Car makers need to be green as well as lean to survive. That means more than just having all-electric cars in their model line-up. It means, increasingly, using recycled materials to build their products.
Manufacturers have been experimenting with new techniques for using aluminium, carbon-fibre and plastic in their vehicles, while the use of other post-consumer materials has also crept up – from Cadillac's use of old tyres to Audi's of scrap cotton.
The car industry is used to recycling steel from scrapped vehicles – about a quarter of the steel in conventional cars has been recycled. But it has recently been looking for lighter alternatives – especially for electric cars, which have to bear the weight of heavy batteries.
Car makers such as Jaguar Land Rover (JLR) and Audi are increasingly using recycled aluminium for the structures of their vehicles. BMW, meanwhile, is using carbon-fibre reinforced plastic, which is lighter still, for electric and hybrid vehicles such as the i3 and the i8.

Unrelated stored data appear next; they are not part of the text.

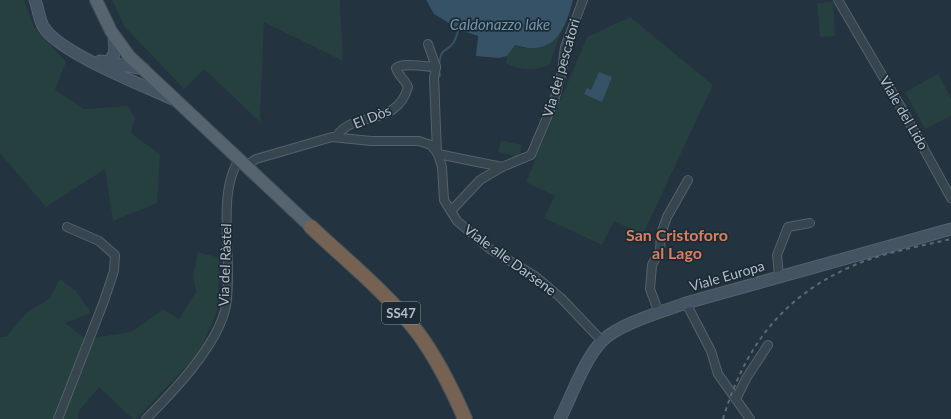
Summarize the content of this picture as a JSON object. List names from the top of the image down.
{
  "streets": {
    "highway": ["SS47"],
    "main road": ["Viale Europa"],
    "street": [
      "Via dei pescatori",
      "Viale del Lido",
      "El Dòs",
      "Viale alle Darsene",
      "Via del Ràstel"
    ]
  },
  "crossings": [
    ["Via dei pescatori", "Viale alle Darsene"],
    ["El Dòs", "Viale alle Darsene"],
    ["Viale alle Darsene", "Viale Europa"],
    ["Via del Ràstel", "SS47"]
  ],
  "districts": ["San Cristoforo al Lago"],
  "water": ["Caldonazzo lake"]
}
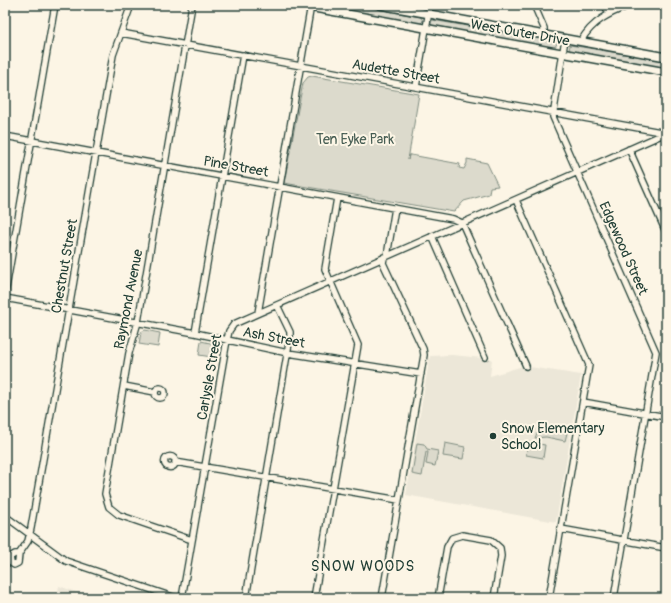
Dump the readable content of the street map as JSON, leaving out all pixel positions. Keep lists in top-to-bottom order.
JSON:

Recycling aluminium is more of a headache than recycling steel, but there is a big incentive to do so. Smelting the material in the first place is extremely energy intensive – one reason why aluminium is expensive.
Pioneering project
Premium vehicle manufacturer JLR is taking control of this process with its pioneering Reality project, aimed at “closed-loop” recycling of aluminium from end-of-life vehicles. It uses hi-tech techniques to sort the aluminium before melting it down and reusing it, saving on both cost and carbon dioxide emissions in the manufacturing process.

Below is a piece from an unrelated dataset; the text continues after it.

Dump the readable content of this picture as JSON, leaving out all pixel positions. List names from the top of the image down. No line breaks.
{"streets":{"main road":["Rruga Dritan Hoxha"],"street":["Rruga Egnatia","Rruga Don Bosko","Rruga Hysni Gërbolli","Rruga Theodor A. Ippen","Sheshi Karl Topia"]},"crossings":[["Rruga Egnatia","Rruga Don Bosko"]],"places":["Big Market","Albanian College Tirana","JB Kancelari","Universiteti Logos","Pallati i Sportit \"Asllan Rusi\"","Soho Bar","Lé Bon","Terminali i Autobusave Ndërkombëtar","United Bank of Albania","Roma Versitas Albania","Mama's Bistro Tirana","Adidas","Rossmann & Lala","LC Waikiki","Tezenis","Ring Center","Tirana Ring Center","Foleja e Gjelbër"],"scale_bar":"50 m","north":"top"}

The Jaguar XE was the first vehicle in the world to have body panels made from RC5754-grade aluminium alloy, which contains up to 75 per cent recycled aluminium. Half the XE body structure is made of aluminium alloy grades that incorporate a significant amount of recycled metal.

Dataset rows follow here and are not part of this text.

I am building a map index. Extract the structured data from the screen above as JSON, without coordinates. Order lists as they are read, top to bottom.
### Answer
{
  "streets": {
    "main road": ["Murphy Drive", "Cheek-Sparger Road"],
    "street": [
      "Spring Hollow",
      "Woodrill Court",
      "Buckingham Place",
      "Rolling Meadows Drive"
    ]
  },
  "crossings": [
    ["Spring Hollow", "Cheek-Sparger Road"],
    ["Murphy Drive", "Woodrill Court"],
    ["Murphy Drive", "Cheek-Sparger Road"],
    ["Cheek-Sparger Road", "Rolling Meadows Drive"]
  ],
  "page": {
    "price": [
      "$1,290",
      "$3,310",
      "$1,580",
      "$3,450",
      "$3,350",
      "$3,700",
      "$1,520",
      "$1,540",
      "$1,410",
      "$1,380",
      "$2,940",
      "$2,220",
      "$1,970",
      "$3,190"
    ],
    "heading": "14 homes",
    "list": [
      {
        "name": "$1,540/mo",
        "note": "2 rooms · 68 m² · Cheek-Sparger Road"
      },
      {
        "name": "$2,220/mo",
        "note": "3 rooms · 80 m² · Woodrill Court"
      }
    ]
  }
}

“More than a million cars are crushed every year in the UK and this pioneering project affords us a real opportunity to give some of them a second life,” says Gaëlle Guillaume, lead project manager for the Reality project at JLR. “Aluminium is a valuable material and a key component in our manufacturing process and as such we're committed to ensuring our use of it is as responsible as possible.”
Fibre options
As for carbon-fibre components, these achieve high levels of rigidity combined with low weight by using long strands of the fibres held together with resin. But making them has in the past been labour-intensive and expensive, and when the components are past their useful life they have had to be thrown away.
Some of those benefits of strength and low mass can, however, be achieved by using chopped-up fibres, as BMW and Lamborghini have discovered. Those shorter lengths can be residue from a manufacturing process or even recovered from scrapped carbon-fibre components.
As an extra benefit, using chopped fibres can allow greater automation in manufacturing, which means the components are less expensive to produce.
Another area showing progress for car markers is the use of recycled plastic, which has the added environmental benefit of helping to decrease the use of oil – a factor in plastic production. Volvo says that about 5 per cent of the plastics it uses are recycled and it is aiming to raise that to 25 per cent by 2025, using old bottles, fishing nets and even car seats to make plastic parts and sound-deadening material. “We strive to manage resource scarcity by finding better ways to utilise transport and to recycle, remanufacture and refurbish products and components,” says the company.
BMW says a quarter of the interior of its i3 is made from recycled plastics along with renewable raw materials such as sustainably cultivated eucalyptus.
Resourceful thinking
In other equally imaginative examples, Cadillac makes air and water baffles for its engine compartments from used tyres, Mercedes uses recycled plastics for bumpers and baffles, plus waste paper in luggage-compartment covers. Audi also uses recycled paper and scrap cotton to make floor insulation.
And an ingenious piece of circular thinking comes from General Motors in the US. It requires suppliers to use a particular type of cardboard for packaging components, which once the parts are delivered to its factories it then recycles into sound-deadening material for the cars it makes.
Ford has said that it saves more than $10m a year in its North American plants alone by using recycled materials.
This reinforces the message that a big reason for vehicle makers to use recycled materials is cost. Another is to help them meet environmental targets for their manufacturing processes. But as companies increasingly discover that materials created through upgraded recycling processes can be lighter than the alternatives, and see those benefits multiply the efficiency, effectiveness and desirability of their products, it's likely that recycled materials will become even more common in our cars.